Another aspect that might be affecting you is if you upgraded from smaller tires to 35" tires you will find that the 35's don't need as much air pressure to carry the weight of the Jeep. Larger tires typically need less air pressure to carry the same amount of weight. Usually with 35's you want 30 psi or less in the tires, I find 28psi works well for me, but exactly how low would depend in part on what tires and what their load range is.
As @Zachattack50 said, the steering stabilizer is just a band-aid. It can help hide bad steering, but it is better to actually fix steering issues. You should be able to drive down the road without a steering stabilizer and be fine. If you can't, something is not right.

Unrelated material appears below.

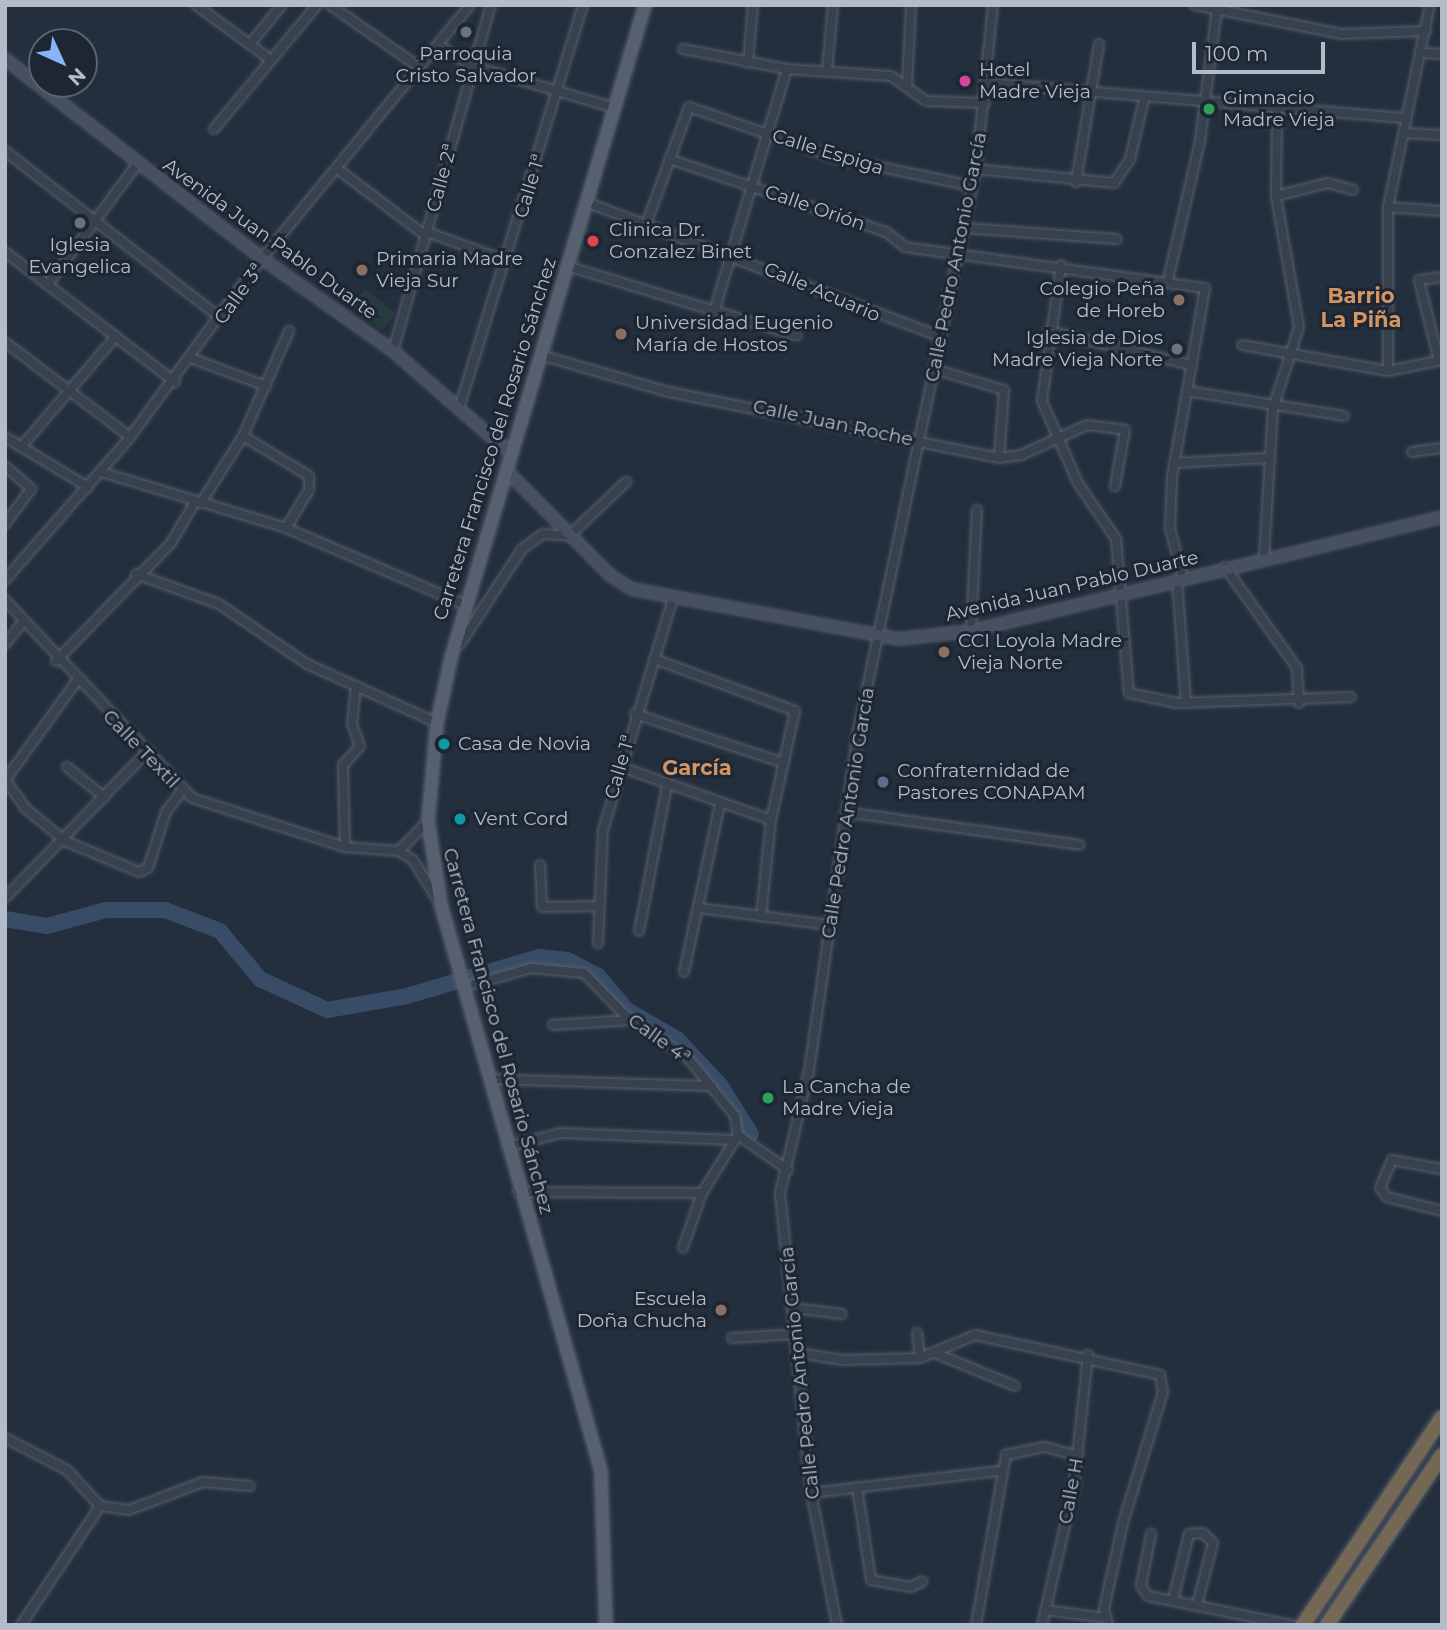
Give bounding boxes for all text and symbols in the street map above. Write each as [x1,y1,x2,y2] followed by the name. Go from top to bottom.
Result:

Very interesting. Thank you for explaining that so clearly
Any change in suspension that increases the ride height would reduce the caster. Caster is what makes your Jeep stable, what makes it want to drive straight. Too little caster leads to stability issues and faster steering. So it sounds like you have some of that. As @Woosah said, an easy way to add caster back is to install a set of Mopar longer lower control arms.
Another aspect that might be affecting you is if you upgraded from smaller tires to 35" tires you will find that the 35's don't need as much air pressure to carry the weight of the Jeep. Larger tires typically need less air pressure to carry the same amount of weight. Usually with 35's you want 30 psi or less in the tires, I find 28psi works well for me, but exactly how low would depend in part on what tires and what their load range is.
As @Zachattack50 said, the steering stabilizer is just a band-aid. It can help hide bad steering, but it is better to actually fix steering issues. You should be able to drive down the road without a steering stabilizer and be fine. If you can't, something is not right.
crazy question, if I was to go with the steel bumper and winch, that would change my weight and effectively bring me down to an acceptable caster as the original gladiator was spec’t with this.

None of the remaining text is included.